(Stored data)
_ _ _ _ _

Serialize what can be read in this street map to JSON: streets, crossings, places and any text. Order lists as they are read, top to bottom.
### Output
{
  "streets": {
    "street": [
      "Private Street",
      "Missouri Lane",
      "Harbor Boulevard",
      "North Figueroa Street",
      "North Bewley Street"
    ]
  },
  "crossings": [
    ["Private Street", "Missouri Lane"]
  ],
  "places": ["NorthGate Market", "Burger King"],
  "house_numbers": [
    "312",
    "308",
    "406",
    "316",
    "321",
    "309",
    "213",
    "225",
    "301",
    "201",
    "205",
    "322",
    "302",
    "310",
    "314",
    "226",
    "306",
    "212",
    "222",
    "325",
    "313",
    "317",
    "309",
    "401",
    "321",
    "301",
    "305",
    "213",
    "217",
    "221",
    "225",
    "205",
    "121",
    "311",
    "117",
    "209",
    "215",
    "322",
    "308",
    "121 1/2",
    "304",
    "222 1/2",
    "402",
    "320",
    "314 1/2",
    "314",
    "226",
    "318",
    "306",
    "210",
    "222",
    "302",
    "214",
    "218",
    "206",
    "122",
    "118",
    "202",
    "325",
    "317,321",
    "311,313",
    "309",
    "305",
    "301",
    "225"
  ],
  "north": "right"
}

_ _ _ _ _

> [TO DO] Please give all the entries above again, exactly as they stand.

> [WRITTEN SOLUTION]
Serialize what can be read in this street map to JSON: streets, crossings, places and any text. Order lists as they are read, top to bottom.
### Output
{
  "streets": {
    "street": [
      "Private Street",
      "Missouri Lane",
      "Harbor Boulevard",
      "North Figueroa Street",
      "North Bewley Street"
    ]
  },
  "crossings": [
    ["Private Street", "Missouri Lane"]
  ],
  "places": ["NorthGate Market", "Burger King"],
  "house_numbers": [
    "312",
    "308",
    "406",
    "316",
    "321",
    "309",
    "213",
    "225",
    "301",
    "201",
    "205",
    "322",
    "302",
    "310",
    "314",
    "226",
    "306",
    "212",
    "222",
    "325",
    "313",
    "317",
    "309",
    "401",
    "321",
    "301",
    "305",
    "213",
    "217",
    "221",
    "225",
    "205",
    "121",
    "311",
    "117",
    "209",
    "215",
    "322",
    "308",
    "121 1/2",
    "304",
    "222 1/2",
    "402",
    "320",
    "314 1/2",
    "314",
    "226",
    "318",
    "306",
    "210",
    "222",
    "302",
    "214",
    "218",
    "206",
    "122",
    "118",
    "202",
    "325",
    "317,321",
    "311,313",
    "309",
    "305",
    "301",
    "225"
  ],
  "north": "right"
}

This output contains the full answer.